The aim is to help each child to be able to read fluently and with understanding so that reading becomes a source of real pleasure and enjoyment.
Reading is a complex skill which is taught thoroughly and systematically at St Ann’s. We start developing a love of reading in the Nursery by introducing an exciting range of books to the children. They learn to love and know key authors by making props for stories, acting out stories and enjoying the fun and rich language of stories. All children take books home from their classroom to share with parents in every year group.
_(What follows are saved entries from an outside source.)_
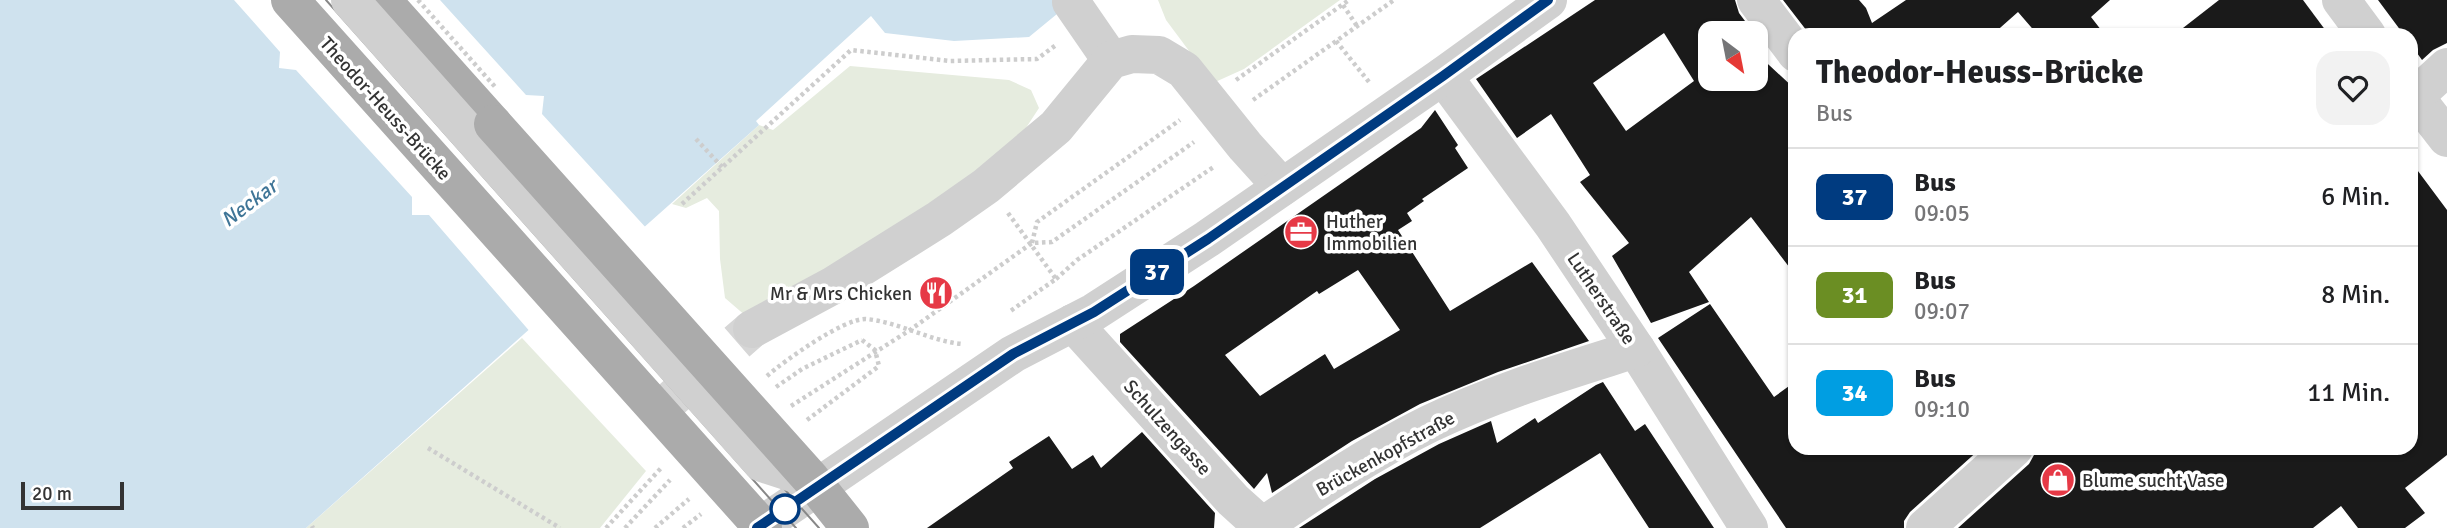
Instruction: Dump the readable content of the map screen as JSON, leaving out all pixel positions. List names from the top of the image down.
{
  "streets": {
    "main road": ["Theodor-Heuss-Brücke"],
    "street": ["Lutherstraße", "Schulzengasse", "Brückenkopfstraße"]
  },
  "crossings": [
    ["Lutherstraße", "Brückenkopfstraße"],
    ["Schulzengasse", "Brückenkopfstraße"]
  ],
  "water": ["Neckar"],
  "places": {
    "office": ["Huther Immobilien"],
    "restaurant": ["Mr & Mrs Chicken"],
    "shop": ["Blume sucht Vase"]
  },
  "lines": ["bus line 37"],
  "scale_bar": "20 m",
  "north": "bottom right",
  "page": {
    "on_map": "37",
    "heading": ["Theodor-Heuss-Brücke", "Bus"],
    "list": [
      {
        "mark": "37",
        "name": "Bus",
        "note": "09:05",
        "value": "6 Min."
      },
      {
        "mark": "31",
        "name": "Bus",
        "note": "09:07",
        "value": "8 Min."
      },
      {
        "mark": "34",
        "name": "Bus",
        "note": "09:10",
        "value": "11 Min."
      }
    ],
    "scale": "20 m"
  }
}
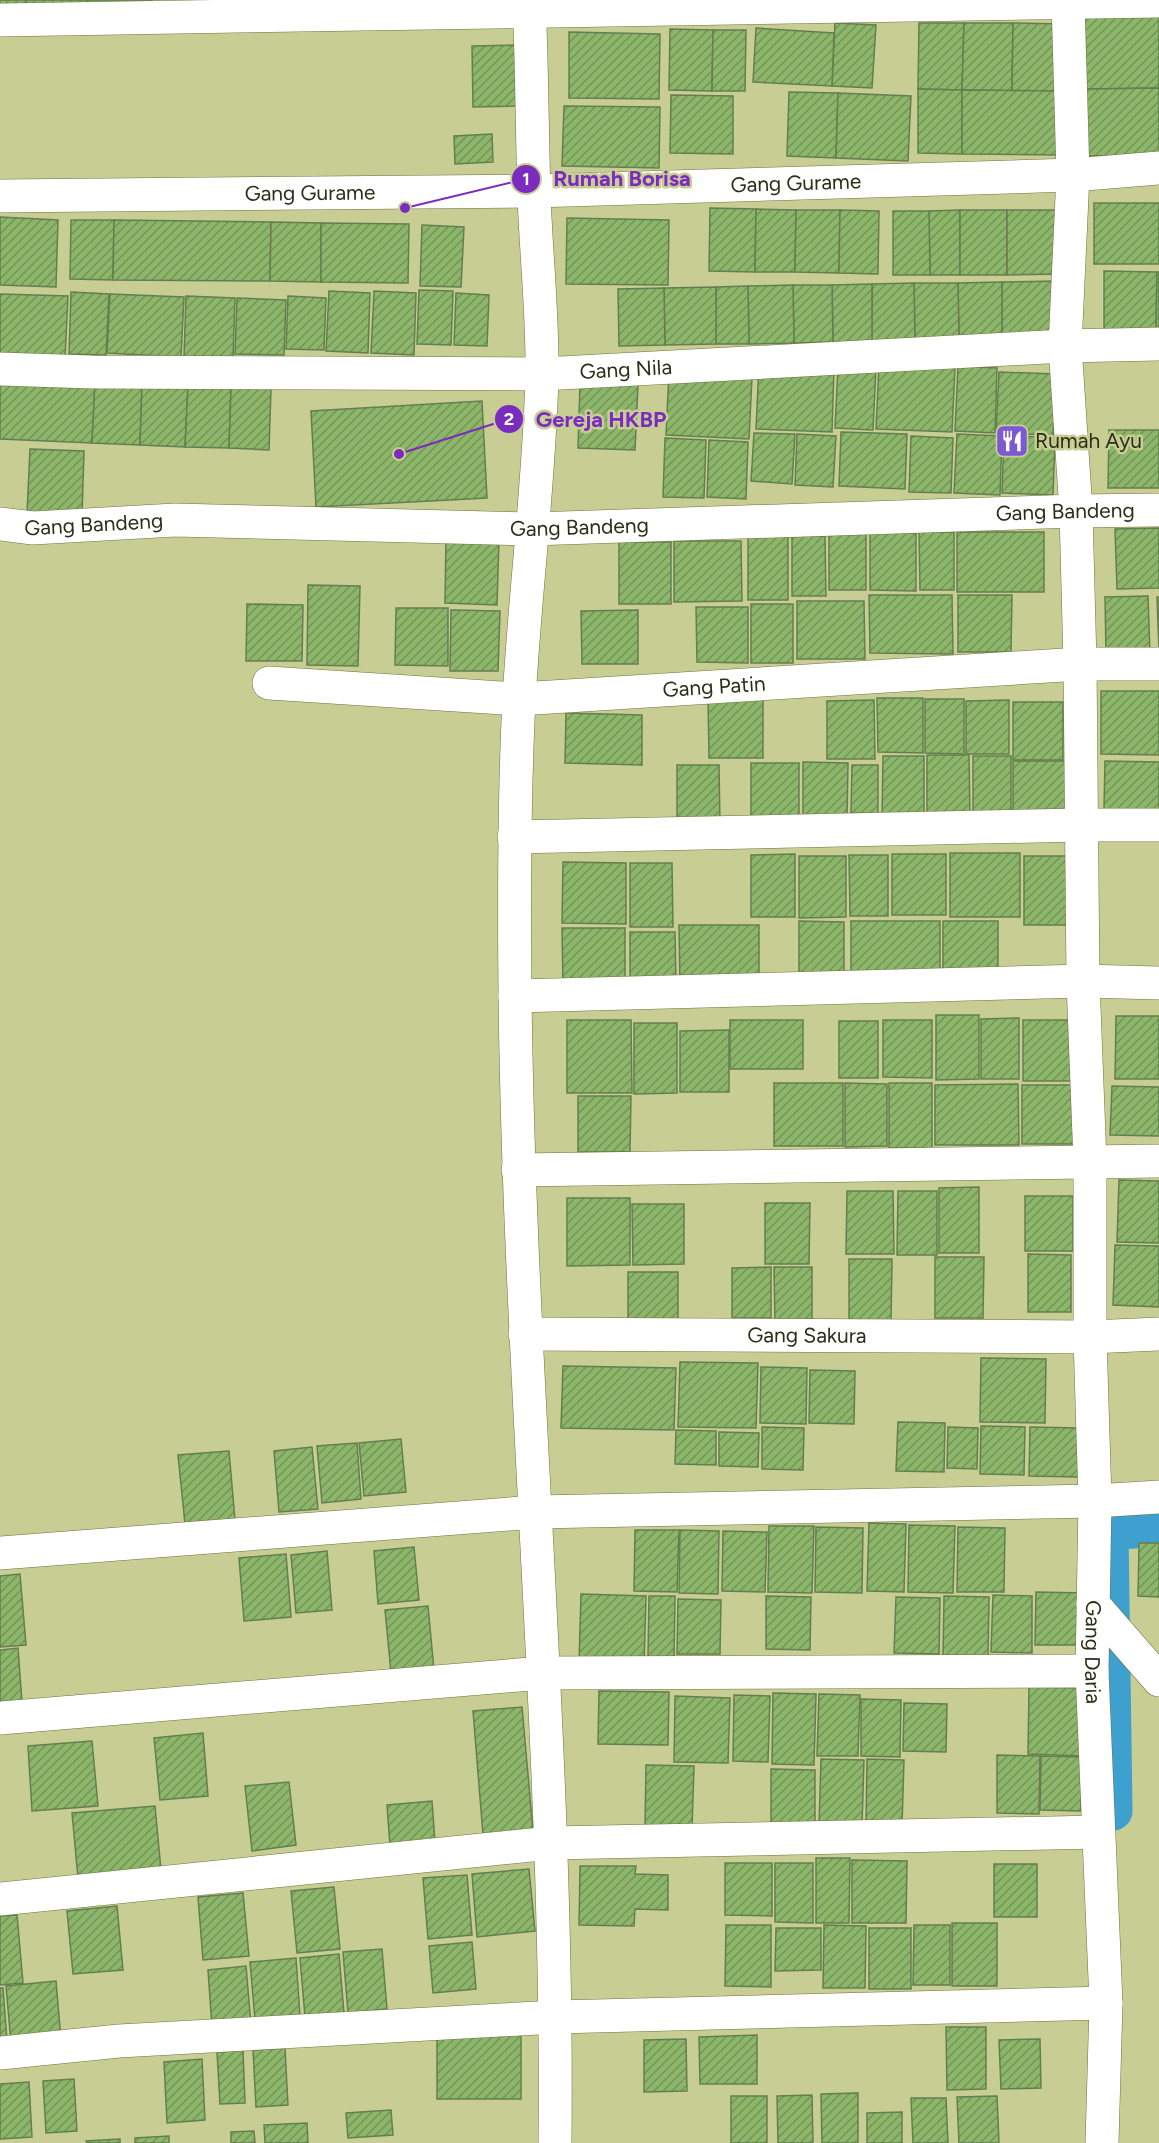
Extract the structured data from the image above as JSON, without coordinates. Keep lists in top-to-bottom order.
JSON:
{
  "streets": {
    "street": [
      "Gang Gurame",
      "Gang Nila",
      "Gang Bandeng",
      "Gang Patin",
      "Gang Sakura",
      "Gang Daria"
    ]
  },
  "crossings": [
    ["Gang Gurame", "Gang Daria"],
    ["Gang Nila", "Gang Daria"],
    ["Gang Bandeng", "Gang Daria"],
    ["Gang Patin", "Gang Daria"],
    ["Gang Sakura", "Gang Daria"]
  ],
  "places": {
    "other": ["Rumah Borisa", "Gereja HKBP"],
    "restaurant": ["Rumah Ayu"]
  }
}
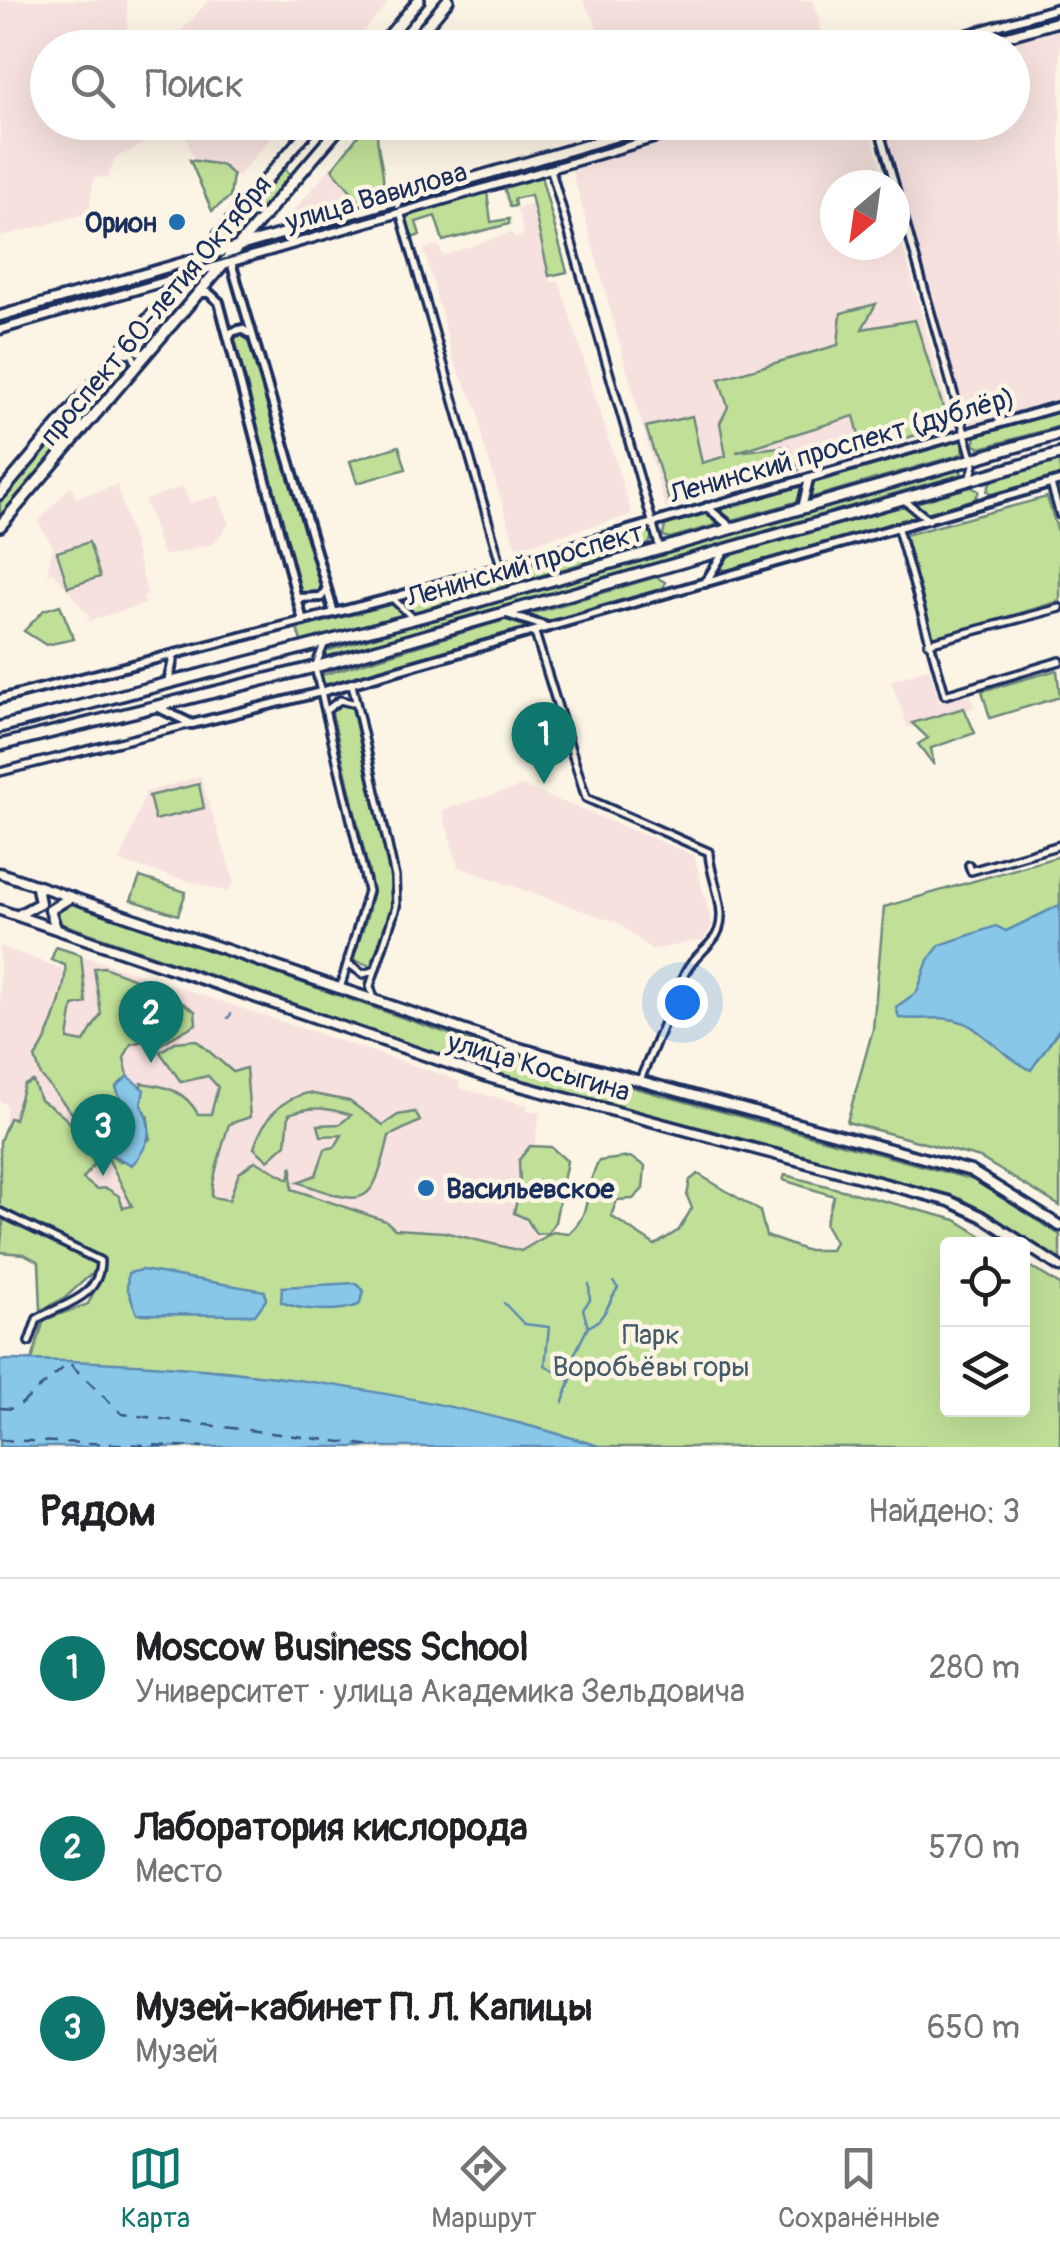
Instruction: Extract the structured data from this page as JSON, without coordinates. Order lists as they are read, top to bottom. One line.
{"streets":{"main road":["улица Вавилова","проспект 60-летия Октября","Ленинский проспект","улица Косыгина"],"street":["Ленинский проспект (дублёр)"]},"crossings":[["улица Вавилова","проспект 60-летия Октября"]],"parks":["Парк Воробьёвы горы"],"places":["Орион","Васильевское"],"north":"bottom left","page":{"search":"Поиск","pins":["1","2","3"],"heading":["Рядом","Найдено: 3"],"list":[{"mark":"1","name":"Moscow Business School","note":"Университет · улица Академика Зельдовича","value":"280 m"},{"mark":"2","name":"Лаборатория кислорода","note":"Место","value":"570 m"},{"mark":"3","name":"Музей-кабинет П. Л. Капицы","note":"Музей","value":"650 m"}],"nav":["Карта","Маршрут","Сохранённые"]}}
As reading schemes become more complex, their reading progresses. Phonic awareness is introduced in Nursery and in Reception. The 'Letters and Sounds' scheme is used to support reading development until they are proficient. Comprehension is the ultimate goal of reading and to ensure that this is taught, pupils from Y1-Y6 learn through Guided Reading sessions. In small groups, the children are taught to use reading behaviours to support their comprehension. Reading is also taught at every opportunity throughout the curriculum.
Reading at home
At the beginning of learning to read, every child is expected to read and be read to every night. Reading children stories is the best and most enjoyable way of introducing them to new vocabulary and concepts which help them with all their learning. The length of time a child is expected to read for increases with age. A young child will need to read to an adult for short periods every night, where as an older child will be expected to read on their own in a quiet environment and then talk about what they have read. Children take home a fiction or non-fiction book from the class library. Children in Key Stage 1 and some in Key Stage 2 continue on the phonic reading scheme until they have reading fluency. For further guidance on reading with your child try Oxford Owl (Reading) or the Book Trust website.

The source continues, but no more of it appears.